# Problems with fretting hand wrist - seizing up, popping, hurting :/



## Tommy Deaks (Nov 25, 2013)

Hi guys,

Lately I have noticed, when I wake up in a morning especially, my wrist is kind of seizing up. I then squeeze it - ie put my wrist in my other hand, and use the other hands thumb to push on the joint - and my wrist will pop and the seizing will be gone. It will hurt slightly after this. 

I work in IT so I am always at a computer. Could it be anything to do with this, or is it my playing that is doing it? I like to think I have good technique - I was initially classically trained. Currently the guitar I am playing most is a Setius - thin neck profile but not uber-wizard thin. 

Are there any exercises anyone could recommend? Do I need to be seeing a doctor, or has anyone else experienced this?

Thanks - hope this is in the right section.


----------



## karjim (Nov 25, 2013)

Maybe you have some air bubbles in your wrist....It's not that bad but you may check you wrist position when you work on your computer.
Although you could maybe take a break on your guitar, like 3days or 4 and see if the little pain is still here. 
Check out if you don't sleep on your wrist too.


----------



## tyler_faith_08 (Nov 25, 2013)

John Petrucci's warm up stretches and exercises on Rock Discipline are really, really good. I had a bad injury when I was playing college football and the staff members told me to do something along the lines of this:

Stretches 4 x 10sec each, all fingers, thumb, wrist, all well within pain threshold

Relaxed full range movement repetitions of all of my fingers and wrist for 3-5 minutes total. This also identifies any missed stretches.

Forearm stretches

4 finger, single string exercise on highest frets. Minute intervals, waiting 30 seconds minimum between each. Move down one fret for each set. (luckily, one of the trainers was a guitarist)

This isn't all of them, but this is all I can remember. Outside of these, they told me to play standing up for small amounts of time until I started to get mobility back again. They also said that if my mobility improved but not my soreness in my wrist, I should highly consider repositioning my guitar whilst playing. 

The injury I had a was a pretty bad injury, too. I fell with the football in my right hand and the ball rolled.
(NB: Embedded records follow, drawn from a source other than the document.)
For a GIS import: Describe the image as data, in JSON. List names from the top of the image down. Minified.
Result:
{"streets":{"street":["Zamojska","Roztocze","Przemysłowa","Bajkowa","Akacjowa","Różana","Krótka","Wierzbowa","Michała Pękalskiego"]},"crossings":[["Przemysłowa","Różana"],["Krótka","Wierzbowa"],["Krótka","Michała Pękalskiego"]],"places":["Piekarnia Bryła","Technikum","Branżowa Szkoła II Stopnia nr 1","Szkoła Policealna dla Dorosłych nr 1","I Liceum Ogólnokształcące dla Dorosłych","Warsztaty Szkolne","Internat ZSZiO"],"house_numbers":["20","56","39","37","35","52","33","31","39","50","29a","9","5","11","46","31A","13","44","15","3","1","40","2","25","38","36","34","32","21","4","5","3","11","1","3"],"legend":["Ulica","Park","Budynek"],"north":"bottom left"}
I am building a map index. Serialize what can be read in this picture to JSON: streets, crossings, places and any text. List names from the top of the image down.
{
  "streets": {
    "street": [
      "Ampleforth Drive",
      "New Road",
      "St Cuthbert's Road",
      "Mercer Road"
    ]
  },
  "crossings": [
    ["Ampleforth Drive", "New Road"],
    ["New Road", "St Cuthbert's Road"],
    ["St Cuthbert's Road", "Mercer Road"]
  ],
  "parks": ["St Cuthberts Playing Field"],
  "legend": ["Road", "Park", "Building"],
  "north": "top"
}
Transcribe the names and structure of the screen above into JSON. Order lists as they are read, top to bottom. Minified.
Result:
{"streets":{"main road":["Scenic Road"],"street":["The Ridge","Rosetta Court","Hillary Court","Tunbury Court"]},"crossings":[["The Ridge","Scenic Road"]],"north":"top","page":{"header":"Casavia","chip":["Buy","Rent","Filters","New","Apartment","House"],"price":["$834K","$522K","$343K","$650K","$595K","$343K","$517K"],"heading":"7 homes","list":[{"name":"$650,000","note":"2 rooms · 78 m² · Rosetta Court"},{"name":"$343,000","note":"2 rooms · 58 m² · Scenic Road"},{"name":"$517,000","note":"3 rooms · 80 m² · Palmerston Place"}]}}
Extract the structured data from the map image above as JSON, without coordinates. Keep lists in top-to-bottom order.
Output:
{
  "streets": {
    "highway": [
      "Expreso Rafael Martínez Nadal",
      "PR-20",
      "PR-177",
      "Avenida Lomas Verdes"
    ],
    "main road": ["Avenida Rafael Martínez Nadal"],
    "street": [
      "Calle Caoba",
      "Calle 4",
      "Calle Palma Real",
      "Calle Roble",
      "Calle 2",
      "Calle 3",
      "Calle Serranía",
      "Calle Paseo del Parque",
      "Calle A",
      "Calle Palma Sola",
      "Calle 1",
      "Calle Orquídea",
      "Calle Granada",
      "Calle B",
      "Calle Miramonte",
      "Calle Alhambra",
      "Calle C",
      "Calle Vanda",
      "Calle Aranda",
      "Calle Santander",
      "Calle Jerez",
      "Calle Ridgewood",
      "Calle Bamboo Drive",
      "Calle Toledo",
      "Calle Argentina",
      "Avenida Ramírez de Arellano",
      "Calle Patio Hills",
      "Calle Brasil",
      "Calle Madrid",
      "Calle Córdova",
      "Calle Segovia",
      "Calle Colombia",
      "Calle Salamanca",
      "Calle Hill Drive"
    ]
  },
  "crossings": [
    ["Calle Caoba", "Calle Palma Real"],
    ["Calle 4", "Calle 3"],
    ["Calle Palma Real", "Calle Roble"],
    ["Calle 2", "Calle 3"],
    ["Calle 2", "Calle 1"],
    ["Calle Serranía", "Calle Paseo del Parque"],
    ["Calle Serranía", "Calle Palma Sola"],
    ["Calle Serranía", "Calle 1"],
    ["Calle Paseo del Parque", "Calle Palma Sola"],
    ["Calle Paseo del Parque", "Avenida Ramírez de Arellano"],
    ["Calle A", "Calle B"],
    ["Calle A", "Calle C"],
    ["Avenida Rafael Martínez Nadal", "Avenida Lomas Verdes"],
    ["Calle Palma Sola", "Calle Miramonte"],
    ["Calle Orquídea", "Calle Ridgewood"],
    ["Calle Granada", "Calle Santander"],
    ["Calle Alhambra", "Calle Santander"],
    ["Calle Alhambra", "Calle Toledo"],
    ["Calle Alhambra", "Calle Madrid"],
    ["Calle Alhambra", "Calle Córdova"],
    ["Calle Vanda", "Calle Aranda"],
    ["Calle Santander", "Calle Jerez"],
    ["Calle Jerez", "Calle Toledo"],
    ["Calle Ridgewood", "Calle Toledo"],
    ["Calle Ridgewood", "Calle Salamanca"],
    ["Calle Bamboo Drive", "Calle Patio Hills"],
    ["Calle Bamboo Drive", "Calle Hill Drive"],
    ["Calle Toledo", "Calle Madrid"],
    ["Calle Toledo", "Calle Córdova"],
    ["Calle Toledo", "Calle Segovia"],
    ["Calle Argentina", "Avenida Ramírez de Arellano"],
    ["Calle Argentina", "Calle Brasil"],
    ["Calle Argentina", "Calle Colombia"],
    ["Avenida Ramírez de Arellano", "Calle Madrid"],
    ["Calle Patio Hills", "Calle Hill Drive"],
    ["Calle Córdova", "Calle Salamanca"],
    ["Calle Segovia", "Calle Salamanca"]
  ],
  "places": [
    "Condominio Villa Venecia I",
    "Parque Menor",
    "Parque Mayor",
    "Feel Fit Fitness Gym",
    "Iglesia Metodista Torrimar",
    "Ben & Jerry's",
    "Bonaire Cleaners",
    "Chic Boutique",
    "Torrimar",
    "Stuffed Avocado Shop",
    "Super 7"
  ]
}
When it did, my arm turned so that my palm was up and the guy that tackled me drove me forward, pushing my fingers and palm (still rotated upward, but now facing forward) flat on the ground while my arm was extended. My wrist hyperextended so that my knuckles were flat on my forearm under both me and him (around 550lbs {250kg for you metric ....ers lol}). 

It did take quite some time to recover, but I'm back playing now like I never had a problem. However, I cannot stress enough that you allow time and take proper steps while taking care of any joint. Laziness and impatience are your worst enemies. If you fall victim to these, you *will* lose.


----------



## 80H (Nov 25, 2013)

Tommy Deaks said:


> Hi guys,
> 
> Lately I have noticed, when I wake up in a morning especially, my wrist is kind of seizing up. I then squeeze it - ie put my wrist in my other hand, and use the other hands thumb to push on the joint - and my wrist will pop and the seizing will be gone. It will hurt slightly after this.
> 
> ...




Sounds closer to RSI (repetitive stress/strain injury) territory. 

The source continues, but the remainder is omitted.